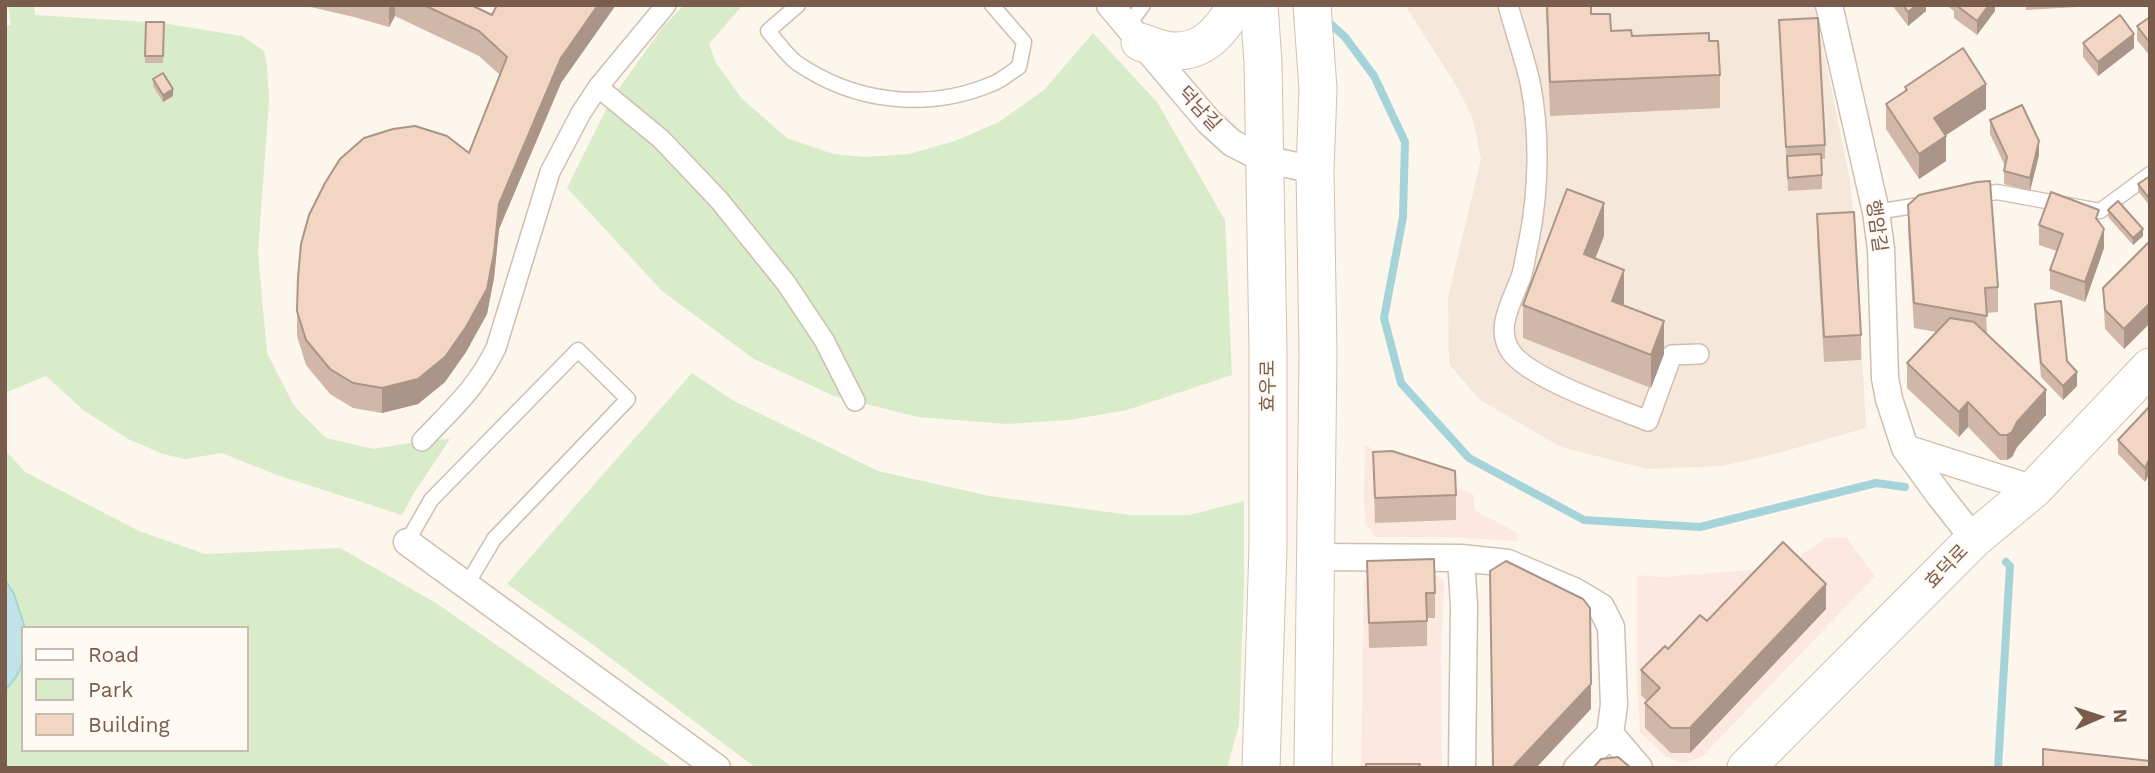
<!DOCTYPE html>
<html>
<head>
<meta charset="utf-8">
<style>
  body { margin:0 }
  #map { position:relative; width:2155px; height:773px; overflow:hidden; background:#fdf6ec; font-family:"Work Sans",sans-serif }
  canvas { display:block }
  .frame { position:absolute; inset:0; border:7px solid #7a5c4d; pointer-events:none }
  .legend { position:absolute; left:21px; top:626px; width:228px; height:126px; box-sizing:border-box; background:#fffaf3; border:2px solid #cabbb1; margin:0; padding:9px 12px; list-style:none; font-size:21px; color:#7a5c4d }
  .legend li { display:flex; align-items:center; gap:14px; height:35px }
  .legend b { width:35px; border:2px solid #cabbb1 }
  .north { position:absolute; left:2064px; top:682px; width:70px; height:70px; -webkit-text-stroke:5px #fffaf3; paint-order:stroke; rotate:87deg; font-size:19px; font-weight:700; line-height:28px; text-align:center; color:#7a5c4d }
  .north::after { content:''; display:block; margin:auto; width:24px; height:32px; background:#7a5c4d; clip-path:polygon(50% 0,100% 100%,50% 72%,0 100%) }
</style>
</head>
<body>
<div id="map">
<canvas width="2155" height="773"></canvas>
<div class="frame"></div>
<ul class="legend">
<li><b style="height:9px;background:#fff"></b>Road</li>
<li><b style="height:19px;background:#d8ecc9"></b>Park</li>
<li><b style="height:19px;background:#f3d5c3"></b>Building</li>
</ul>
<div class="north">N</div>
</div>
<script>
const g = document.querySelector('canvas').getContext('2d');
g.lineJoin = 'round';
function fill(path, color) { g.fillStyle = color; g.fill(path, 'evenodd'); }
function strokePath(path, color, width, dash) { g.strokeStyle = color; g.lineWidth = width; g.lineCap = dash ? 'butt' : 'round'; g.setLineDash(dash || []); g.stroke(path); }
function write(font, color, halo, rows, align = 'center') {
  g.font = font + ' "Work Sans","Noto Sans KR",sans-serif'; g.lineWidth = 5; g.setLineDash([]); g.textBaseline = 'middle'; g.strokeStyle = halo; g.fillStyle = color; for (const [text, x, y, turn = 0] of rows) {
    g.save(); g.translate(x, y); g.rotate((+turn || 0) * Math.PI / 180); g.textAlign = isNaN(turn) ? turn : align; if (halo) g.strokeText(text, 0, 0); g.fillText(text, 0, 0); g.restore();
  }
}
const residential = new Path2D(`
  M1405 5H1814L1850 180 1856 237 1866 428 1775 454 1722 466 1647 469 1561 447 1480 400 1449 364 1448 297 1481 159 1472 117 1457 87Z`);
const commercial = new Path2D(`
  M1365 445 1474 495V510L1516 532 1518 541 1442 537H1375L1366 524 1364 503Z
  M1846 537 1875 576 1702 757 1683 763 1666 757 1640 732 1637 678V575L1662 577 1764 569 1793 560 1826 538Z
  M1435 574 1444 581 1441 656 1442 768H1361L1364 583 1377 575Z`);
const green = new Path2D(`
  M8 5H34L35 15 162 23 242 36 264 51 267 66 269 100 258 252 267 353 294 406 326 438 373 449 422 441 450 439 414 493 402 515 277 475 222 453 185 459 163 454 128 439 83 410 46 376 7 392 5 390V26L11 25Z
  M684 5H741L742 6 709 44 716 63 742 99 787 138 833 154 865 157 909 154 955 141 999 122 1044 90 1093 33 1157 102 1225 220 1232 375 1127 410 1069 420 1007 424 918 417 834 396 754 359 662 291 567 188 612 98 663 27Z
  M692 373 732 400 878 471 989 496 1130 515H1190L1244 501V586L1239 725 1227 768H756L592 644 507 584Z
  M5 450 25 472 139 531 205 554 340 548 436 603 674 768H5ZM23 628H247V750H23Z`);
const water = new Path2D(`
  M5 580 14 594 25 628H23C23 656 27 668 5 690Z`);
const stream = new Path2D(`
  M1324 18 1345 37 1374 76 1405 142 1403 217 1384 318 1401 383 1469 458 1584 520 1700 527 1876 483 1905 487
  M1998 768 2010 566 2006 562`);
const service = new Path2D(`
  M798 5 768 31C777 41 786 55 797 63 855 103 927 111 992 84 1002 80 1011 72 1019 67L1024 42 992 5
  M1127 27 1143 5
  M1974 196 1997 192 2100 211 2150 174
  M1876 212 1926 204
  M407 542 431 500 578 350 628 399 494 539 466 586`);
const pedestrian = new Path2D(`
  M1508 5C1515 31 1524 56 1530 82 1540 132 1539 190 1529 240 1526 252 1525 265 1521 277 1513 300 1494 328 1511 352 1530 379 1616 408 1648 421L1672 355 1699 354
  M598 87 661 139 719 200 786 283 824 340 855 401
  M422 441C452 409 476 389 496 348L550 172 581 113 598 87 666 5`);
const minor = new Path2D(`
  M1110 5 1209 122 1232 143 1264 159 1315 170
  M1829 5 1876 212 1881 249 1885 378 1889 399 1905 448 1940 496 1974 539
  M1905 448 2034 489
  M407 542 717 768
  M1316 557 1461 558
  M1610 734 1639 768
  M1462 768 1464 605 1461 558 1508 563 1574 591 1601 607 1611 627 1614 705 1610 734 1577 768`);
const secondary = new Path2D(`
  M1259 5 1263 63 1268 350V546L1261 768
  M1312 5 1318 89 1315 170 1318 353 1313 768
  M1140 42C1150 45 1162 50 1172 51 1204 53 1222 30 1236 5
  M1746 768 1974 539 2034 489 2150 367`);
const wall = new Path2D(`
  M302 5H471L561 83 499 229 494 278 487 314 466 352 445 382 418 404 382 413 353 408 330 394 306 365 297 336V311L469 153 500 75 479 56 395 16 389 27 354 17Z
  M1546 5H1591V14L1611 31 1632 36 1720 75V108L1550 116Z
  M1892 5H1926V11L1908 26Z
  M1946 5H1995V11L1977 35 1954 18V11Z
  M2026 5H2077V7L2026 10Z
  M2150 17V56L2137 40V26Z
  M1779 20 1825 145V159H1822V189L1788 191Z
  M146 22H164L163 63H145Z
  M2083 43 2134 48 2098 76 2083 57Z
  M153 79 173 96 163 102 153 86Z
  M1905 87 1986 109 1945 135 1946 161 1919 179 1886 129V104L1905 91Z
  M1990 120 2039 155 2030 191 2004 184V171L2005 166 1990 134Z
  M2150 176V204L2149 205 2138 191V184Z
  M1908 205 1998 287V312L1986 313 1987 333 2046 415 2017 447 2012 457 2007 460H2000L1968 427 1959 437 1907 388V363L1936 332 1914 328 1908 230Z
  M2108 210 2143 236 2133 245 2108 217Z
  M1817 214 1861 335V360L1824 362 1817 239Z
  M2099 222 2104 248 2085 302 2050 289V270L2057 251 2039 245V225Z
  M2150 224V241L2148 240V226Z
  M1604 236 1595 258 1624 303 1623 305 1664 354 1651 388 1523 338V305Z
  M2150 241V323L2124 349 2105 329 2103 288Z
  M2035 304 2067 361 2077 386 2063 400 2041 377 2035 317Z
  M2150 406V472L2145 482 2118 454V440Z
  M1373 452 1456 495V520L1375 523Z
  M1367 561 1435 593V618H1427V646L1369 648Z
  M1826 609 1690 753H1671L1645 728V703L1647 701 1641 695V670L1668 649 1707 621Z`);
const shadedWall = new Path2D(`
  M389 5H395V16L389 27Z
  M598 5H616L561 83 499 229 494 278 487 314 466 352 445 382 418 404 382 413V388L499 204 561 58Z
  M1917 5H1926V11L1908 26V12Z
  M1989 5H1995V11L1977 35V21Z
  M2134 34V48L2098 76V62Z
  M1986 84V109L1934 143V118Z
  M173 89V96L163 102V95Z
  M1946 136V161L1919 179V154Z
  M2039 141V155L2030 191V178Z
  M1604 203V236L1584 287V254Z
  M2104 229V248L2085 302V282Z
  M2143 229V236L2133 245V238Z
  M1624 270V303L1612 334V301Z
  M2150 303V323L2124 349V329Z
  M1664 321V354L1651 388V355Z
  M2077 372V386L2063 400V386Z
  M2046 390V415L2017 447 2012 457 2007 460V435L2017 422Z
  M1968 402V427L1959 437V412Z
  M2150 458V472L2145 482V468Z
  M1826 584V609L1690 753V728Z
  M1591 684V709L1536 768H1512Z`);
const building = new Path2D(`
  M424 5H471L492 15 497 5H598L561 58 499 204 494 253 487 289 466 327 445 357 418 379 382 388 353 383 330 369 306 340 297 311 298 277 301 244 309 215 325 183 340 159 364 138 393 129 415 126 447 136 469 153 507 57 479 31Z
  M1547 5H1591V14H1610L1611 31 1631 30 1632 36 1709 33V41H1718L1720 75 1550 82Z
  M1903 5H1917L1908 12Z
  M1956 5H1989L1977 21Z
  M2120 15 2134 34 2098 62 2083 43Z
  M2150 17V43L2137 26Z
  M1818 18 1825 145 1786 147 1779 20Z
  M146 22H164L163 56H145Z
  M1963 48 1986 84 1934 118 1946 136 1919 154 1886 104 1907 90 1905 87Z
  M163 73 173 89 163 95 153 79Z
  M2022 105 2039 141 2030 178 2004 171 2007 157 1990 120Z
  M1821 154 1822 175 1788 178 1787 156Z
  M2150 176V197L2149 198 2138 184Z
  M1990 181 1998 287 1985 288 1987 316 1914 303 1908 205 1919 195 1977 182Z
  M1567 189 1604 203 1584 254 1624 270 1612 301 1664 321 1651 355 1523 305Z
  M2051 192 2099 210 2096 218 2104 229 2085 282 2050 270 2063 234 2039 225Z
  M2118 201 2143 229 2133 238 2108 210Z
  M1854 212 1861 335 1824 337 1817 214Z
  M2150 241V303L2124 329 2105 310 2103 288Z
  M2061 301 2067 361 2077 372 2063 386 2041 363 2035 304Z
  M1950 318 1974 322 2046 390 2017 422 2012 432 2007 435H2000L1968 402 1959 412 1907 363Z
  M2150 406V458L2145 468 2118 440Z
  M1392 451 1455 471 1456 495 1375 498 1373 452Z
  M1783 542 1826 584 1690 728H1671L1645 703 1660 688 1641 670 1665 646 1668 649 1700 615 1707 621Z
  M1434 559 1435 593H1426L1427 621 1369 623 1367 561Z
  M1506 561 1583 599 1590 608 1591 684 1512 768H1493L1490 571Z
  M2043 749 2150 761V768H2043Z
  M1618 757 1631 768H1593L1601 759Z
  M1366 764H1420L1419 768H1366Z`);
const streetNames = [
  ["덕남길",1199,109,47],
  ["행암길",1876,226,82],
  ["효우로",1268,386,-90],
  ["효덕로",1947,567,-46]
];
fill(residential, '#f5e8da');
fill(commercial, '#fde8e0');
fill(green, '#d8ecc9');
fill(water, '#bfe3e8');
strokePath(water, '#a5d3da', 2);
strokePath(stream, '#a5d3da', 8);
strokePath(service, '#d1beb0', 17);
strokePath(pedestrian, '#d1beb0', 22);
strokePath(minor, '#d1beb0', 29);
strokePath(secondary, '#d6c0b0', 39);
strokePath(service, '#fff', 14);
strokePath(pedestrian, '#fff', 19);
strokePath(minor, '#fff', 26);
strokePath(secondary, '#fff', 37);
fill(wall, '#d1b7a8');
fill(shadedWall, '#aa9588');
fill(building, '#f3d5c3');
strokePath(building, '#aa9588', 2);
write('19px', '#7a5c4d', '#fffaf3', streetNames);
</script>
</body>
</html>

---

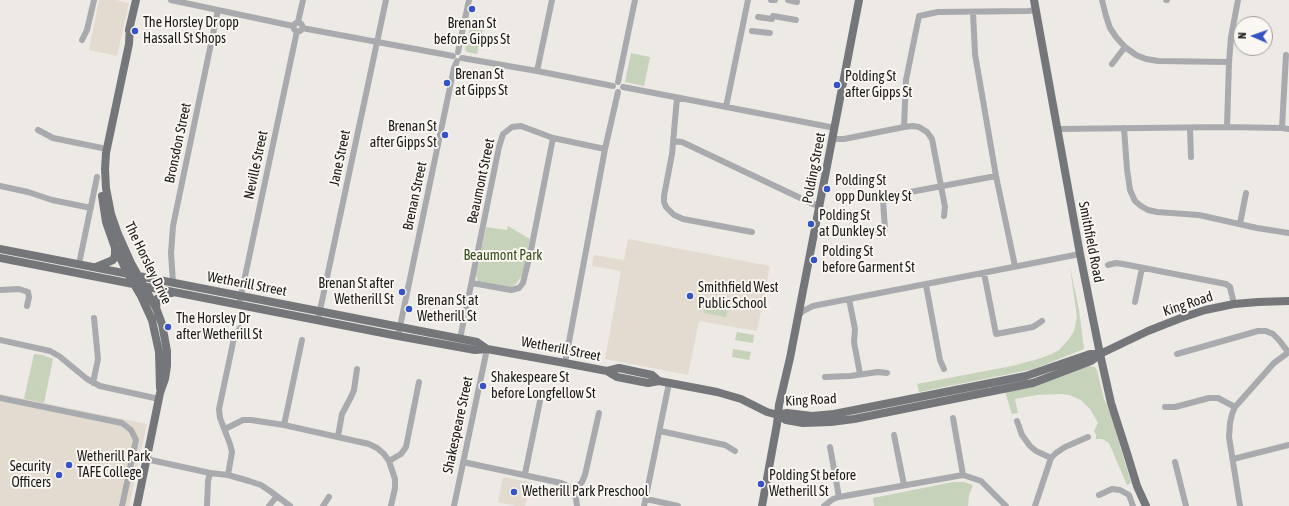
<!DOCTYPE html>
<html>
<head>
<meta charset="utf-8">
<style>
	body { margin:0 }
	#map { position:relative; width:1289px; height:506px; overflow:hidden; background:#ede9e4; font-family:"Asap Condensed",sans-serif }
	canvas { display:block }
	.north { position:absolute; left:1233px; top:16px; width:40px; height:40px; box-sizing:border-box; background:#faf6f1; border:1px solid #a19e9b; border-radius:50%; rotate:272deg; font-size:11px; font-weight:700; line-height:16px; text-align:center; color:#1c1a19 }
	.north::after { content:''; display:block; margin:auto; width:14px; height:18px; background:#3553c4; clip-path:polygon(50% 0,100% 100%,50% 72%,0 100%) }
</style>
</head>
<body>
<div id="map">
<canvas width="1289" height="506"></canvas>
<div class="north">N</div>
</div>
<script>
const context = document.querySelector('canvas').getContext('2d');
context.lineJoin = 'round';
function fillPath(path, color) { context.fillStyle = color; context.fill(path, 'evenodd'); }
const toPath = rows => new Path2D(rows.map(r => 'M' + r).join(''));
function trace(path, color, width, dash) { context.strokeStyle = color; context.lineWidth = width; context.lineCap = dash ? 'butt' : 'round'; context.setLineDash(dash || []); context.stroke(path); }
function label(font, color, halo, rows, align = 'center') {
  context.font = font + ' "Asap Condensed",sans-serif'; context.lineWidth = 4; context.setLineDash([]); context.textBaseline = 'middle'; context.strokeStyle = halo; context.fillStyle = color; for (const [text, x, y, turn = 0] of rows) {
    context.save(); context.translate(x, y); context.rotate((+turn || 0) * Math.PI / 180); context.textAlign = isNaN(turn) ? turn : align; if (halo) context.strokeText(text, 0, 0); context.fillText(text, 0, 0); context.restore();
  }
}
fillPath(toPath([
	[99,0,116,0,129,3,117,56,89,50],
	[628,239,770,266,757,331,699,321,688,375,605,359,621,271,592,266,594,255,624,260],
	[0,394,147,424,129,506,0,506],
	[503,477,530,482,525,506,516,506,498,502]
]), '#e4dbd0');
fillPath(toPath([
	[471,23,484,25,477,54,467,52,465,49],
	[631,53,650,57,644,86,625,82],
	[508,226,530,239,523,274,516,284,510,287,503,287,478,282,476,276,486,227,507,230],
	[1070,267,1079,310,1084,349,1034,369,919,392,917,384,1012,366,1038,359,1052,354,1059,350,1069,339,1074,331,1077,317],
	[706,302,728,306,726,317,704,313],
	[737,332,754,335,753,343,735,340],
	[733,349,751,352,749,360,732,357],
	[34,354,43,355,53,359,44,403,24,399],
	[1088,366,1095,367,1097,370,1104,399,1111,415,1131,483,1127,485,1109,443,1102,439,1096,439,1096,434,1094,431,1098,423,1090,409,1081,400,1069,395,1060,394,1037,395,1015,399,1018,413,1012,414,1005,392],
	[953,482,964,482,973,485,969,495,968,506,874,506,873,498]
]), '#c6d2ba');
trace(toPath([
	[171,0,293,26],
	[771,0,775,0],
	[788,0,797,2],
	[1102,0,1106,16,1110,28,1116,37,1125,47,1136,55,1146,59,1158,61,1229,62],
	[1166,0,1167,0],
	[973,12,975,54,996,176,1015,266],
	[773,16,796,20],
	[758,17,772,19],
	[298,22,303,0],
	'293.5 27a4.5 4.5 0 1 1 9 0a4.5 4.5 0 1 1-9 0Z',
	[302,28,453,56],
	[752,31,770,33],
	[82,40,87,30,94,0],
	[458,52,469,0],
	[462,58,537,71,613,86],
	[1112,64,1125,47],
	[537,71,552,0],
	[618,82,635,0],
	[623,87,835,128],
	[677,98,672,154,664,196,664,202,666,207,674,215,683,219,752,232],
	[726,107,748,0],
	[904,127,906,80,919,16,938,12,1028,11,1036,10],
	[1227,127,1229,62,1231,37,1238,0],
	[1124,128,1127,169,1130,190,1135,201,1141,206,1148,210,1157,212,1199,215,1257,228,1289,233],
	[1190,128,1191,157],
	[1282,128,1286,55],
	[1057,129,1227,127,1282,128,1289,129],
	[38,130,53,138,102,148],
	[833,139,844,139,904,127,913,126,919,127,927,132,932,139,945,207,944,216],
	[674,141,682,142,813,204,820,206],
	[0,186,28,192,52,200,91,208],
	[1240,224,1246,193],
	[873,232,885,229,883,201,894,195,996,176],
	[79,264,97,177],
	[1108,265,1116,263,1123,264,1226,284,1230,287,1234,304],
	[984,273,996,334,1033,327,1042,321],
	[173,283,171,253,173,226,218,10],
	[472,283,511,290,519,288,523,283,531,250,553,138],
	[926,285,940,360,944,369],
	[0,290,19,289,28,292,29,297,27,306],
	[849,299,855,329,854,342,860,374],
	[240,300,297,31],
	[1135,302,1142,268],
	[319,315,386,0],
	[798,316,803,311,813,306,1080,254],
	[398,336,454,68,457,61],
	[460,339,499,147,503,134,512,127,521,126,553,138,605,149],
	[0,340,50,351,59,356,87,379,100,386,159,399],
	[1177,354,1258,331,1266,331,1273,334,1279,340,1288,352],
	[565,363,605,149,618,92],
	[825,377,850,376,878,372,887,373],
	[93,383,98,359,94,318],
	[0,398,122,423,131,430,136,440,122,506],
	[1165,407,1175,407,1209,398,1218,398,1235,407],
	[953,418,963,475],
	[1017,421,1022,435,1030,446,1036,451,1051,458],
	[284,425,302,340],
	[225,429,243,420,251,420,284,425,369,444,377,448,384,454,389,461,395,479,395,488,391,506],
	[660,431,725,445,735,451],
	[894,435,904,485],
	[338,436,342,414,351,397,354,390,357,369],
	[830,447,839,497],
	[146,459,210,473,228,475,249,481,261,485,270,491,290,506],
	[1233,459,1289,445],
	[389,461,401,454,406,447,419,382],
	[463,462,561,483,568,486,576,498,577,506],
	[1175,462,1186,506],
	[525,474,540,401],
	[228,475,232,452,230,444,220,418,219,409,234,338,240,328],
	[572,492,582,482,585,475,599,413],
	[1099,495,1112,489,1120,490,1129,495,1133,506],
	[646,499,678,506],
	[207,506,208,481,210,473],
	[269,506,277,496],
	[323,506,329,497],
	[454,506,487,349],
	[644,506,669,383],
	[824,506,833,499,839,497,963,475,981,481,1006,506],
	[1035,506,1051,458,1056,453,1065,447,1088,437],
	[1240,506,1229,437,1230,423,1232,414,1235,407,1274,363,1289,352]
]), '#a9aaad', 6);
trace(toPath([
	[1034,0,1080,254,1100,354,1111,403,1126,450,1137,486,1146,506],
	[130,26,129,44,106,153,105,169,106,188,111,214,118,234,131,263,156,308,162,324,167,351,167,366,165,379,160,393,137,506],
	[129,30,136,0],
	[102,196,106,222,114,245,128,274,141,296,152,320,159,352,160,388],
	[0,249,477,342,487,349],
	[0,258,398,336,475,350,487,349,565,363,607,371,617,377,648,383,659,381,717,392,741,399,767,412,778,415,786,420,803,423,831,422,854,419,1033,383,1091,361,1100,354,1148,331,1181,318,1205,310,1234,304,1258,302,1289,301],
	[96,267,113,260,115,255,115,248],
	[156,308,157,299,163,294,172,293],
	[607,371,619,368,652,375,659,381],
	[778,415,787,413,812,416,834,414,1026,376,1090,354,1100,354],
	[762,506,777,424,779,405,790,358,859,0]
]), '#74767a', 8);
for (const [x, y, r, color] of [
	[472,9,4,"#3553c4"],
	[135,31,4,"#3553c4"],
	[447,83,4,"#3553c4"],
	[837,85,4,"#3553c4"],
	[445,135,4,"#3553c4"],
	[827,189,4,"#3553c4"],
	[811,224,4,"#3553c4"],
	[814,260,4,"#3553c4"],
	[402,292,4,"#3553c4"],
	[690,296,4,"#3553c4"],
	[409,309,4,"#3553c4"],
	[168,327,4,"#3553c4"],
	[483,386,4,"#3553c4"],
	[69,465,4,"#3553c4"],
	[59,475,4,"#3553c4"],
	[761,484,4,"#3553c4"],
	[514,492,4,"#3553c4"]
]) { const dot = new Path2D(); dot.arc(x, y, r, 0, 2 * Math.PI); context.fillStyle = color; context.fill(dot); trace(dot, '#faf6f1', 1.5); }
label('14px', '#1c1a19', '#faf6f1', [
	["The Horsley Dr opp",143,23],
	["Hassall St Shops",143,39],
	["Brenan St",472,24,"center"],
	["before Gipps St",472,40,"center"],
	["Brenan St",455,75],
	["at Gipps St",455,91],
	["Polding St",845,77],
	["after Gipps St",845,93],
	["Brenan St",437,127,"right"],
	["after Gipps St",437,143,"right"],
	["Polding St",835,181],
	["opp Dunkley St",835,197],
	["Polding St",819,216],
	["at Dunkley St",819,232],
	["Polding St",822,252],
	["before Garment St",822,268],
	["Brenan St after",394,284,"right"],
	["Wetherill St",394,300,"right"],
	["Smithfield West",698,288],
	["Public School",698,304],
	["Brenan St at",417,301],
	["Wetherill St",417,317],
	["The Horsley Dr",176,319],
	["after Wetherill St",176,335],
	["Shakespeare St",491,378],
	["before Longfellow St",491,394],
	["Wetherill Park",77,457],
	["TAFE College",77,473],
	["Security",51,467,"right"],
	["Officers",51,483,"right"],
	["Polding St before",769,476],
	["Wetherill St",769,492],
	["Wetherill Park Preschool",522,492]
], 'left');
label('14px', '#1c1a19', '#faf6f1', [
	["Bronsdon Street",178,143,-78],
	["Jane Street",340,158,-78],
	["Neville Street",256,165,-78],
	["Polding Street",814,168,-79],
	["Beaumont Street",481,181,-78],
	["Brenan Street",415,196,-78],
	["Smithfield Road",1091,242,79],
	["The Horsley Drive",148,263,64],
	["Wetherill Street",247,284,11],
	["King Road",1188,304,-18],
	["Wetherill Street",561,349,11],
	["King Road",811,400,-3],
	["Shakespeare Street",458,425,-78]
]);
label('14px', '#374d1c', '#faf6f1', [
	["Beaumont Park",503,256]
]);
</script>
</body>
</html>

# [Required work]
Report each line in the entries where the string "getContext" occurs.

# [The answer]
const g = document.querySelector('canvas').getContext('2d');
const context = document.querySelector('canvas').getContext('2d');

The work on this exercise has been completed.